Beneath this task are records; print exactly the stretch of them from the line with "position:relative; width:1170px; height:2351px;" through the line with "height:3px; margin-top:-1.5px; transform-origin:0;", both ends included.
----- TASK MATERIAL -----
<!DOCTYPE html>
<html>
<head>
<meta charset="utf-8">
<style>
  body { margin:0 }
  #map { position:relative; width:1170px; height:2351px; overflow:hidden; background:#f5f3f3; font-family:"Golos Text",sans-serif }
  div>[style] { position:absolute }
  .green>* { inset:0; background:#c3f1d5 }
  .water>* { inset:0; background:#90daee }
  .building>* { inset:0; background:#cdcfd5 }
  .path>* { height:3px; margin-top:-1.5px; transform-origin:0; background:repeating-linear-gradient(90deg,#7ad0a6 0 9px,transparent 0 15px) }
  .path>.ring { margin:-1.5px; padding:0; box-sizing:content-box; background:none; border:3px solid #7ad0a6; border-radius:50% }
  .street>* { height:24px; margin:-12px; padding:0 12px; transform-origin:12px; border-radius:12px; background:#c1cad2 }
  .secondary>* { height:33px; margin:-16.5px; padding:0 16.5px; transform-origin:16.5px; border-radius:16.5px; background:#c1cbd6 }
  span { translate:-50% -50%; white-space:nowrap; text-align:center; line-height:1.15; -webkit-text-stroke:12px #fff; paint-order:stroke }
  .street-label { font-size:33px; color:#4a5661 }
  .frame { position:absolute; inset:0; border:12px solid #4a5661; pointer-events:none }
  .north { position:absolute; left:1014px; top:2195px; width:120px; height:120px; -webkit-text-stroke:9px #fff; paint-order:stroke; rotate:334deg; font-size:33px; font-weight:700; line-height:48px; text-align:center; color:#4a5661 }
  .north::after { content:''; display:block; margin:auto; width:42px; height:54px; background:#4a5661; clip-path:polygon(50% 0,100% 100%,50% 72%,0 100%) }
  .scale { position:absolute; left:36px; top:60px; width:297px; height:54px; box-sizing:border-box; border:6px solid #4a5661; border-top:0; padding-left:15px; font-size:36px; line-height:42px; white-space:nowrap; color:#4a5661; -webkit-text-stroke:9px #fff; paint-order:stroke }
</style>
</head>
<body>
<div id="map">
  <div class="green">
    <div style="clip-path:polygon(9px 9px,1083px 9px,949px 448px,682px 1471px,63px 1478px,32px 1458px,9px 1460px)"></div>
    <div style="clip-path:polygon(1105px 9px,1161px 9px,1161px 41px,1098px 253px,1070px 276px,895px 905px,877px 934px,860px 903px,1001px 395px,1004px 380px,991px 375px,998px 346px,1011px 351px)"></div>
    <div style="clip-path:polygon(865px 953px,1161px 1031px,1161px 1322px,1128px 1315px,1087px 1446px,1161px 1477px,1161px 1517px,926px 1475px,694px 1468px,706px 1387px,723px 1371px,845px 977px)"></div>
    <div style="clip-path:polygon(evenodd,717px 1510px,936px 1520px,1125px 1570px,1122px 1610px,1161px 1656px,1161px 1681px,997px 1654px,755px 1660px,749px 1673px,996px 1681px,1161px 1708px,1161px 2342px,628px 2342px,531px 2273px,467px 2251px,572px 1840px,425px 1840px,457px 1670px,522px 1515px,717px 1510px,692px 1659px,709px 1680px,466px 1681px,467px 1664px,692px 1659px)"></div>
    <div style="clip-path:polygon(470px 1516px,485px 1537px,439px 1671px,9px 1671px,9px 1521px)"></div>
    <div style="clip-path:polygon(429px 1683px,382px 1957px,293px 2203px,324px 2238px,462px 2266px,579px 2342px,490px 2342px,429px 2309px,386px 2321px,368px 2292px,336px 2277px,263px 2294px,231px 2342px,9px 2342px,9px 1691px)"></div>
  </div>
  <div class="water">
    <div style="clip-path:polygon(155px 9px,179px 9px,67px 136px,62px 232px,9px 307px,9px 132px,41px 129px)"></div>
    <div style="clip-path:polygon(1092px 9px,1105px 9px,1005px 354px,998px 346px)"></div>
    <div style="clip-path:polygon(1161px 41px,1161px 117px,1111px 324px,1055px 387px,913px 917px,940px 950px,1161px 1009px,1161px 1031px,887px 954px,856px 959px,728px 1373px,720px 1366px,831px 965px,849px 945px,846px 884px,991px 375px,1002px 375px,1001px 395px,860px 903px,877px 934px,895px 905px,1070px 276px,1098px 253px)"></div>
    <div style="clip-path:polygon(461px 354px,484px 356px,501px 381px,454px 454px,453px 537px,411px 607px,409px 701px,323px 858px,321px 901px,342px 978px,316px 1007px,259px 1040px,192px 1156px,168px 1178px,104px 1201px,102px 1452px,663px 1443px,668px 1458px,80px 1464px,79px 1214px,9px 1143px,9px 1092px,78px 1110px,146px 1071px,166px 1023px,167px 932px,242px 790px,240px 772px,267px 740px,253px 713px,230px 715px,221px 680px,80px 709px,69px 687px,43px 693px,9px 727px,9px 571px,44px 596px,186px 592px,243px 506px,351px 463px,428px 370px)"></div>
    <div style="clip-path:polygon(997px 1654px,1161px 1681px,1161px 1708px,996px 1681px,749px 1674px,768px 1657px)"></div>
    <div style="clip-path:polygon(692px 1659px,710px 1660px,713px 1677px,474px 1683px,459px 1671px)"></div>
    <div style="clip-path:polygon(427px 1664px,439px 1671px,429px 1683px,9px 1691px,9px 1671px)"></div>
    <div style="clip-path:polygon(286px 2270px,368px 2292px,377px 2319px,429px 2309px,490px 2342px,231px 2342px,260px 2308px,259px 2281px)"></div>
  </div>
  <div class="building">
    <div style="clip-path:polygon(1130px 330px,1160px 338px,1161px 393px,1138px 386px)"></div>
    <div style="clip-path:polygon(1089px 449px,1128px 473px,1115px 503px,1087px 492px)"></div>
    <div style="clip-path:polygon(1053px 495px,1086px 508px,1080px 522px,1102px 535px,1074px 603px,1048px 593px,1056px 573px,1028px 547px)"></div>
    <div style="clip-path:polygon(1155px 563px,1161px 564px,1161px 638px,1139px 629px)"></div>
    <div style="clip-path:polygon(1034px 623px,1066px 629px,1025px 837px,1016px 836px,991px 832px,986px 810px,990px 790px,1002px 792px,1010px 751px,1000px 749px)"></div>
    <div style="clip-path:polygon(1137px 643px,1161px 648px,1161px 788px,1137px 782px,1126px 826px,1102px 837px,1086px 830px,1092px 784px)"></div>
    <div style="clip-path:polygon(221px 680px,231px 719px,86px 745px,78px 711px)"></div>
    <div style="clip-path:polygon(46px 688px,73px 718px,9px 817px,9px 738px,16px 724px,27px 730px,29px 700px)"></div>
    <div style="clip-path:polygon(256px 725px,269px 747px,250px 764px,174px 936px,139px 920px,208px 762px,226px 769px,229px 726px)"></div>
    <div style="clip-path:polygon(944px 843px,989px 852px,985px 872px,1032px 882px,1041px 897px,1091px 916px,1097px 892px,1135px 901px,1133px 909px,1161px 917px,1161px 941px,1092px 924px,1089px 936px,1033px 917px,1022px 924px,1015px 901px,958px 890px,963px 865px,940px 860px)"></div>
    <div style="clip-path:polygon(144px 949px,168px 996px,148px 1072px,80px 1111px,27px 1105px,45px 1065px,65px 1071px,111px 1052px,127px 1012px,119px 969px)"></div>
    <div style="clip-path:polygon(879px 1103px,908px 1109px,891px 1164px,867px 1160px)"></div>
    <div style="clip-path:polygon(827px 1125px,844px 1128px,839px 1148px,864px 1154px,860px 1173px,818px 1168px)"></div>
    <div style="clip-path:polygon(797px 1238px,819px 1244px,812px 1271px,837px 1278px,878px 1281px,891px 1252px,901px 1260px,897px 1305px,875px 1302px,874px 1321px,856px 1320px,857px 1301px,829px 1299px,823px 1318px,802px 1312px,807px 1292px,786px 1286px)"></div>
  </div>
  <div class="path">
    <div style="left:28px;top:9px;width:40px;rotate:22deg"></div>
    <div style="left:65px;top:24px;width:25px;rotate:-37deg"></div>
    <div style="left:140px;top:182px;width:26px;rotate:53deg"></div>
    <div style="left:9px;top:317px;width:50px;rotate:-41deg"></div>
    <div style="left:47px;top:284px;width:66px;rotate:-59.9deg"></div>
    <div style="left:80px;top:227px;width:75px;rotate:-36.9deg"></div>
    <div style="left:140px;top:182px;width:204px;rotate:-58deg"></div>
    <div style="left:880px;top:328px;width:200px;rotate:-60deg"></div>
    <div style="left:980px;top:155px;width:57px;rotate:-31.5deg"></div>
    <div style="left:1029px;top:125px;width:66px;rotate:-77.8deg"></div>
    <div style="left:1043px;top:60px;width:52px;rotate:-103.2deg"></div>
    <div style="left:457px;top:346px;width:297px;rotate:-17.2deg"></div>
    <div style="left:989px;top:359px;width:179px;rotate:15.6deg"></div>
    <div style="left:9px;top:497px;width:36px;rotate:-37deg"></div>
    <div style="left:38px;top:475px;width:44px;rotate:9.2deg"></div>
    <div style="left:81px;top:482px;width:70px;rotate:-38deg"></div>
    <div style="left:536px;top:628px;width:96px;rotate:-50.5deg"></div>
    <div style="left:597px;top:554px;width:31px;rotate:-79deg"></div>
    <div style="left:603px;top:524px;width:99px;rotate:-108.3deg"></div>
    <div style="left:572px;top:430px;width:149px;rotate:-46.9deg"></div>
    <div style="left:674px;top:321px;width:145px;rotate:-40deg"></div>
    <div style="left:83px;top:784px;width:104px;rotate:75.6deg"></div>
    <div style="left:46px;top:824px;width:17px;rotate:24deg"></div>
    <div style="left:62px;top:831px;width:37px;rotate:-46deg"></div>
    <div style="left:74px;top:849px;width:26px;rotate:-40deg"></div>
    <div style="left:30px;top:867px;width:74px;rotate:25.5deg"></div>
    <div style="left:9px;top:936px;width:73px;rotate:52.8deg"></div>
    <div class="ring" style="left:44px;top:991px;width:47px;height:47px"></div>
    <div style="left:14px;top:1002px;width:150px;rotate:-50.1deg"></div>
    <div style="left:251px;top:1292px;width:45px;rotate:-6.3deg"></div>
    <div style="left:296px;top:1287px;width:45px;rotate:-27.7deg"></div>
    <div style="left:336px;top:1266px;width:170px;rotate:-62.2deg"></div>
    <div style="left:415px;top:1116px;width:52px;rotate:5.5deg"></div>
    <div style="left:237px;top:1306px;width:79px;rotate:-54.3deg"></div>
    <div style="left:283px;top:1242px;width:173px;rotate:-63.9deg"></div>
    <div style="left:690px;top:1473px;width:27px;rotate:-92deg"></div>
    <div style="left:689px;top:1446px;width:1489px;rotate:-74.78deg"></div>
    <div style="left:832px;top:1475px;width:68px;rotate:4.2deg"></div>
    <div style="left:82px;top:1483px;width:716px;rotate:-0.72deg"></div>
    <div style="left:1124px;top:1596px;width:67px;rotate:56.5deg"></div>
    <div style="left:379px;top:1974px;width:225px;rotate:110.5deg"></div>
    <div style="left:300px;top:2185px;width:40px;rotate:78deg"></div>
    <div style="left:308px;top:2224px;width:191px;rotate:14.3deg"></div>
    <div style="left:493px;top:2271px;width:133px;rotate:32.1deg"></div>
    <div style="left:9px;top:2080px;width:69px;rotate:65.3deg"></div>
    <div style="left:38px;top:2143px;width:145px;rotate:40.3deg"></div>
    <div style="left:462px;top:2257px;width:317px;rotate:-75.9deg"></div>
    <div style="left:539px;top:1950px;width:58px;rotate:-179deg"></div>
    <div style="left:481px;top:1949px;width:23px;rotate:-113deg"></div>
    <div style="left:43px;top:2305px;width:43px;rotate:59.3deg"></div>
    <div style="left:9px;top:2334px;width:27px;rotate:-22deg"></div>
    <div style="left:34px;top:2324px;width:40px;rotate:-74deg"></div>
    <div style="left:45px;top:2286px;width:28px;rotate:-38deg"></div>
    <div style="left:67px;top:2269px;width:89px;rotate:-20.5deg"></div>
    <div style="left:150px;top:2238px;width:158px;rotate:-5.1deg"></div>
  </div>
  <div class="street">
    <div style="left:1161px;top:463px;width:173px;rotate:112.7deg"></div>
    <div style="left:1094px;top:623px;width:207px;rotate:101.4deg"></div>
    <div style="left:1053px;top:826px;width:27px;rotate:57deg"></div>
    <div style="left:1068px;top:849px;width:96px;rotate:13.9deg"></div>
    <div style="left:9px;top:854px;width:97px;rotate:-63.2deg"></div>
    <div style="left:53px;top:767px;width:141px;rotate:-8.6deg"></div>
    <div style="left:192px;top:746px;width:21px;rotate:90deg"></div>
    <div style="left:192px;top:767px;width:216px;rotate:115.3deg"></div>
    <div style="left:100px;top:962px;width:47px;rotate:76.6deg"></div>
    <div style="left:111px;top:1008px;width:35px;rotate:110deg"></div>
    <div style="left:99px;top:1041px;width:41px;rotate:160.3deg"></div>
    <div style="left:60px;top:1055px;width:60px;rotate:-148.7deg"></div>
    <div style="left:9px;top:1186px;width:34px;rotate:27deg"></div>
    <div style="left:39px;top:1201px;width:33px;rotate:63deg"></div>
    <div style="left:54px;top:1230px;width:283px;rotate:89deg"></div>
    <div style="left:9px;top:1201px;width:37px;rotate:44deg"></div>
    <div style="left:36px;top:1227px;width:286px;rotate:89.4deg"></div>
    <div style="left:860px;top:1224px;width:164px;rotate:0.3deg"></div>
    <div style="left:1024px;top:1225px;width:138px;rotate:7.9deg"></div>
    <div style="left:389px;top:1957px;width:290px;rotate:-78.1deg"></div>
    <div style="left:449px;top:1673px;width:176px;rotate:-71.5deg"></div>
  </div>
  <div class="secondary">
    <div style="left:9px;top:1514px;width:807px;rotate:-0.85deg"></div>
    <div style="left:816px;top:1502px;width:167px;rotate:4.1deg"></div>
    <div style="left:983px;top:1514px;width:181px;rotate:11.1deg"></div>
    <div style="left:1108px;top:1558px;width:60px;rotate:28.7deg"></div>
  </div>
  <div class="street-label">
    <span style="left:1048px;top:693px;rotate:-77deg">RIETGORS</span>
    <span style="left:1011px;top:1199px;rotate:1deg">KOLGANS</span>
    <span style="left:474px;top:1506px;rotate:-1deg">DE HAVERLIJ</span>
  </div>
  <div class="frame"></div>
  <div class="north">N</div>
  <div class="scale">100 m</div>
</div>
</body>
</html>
-----
ANSWER SECTION:
  #map { position:relative; width:1170px; height:2351px; overflow:hidden; background:#f5f3f3; font-family:"Golos Text",sans-serif }
  div>[style] { position:absolute }
  .green>* { inset:0; background:#c3f1d5 }
  .water>* { inset:0; background:#90daee }
  .building>* { inset:0; background:#cdcfd5 }
  .path>* { height:3px; margin-top:-1.5px; transform-origin:0; background:repeating-linear-gradient(90deg,#7ad0a6 0 9px,transparent 0 15px) }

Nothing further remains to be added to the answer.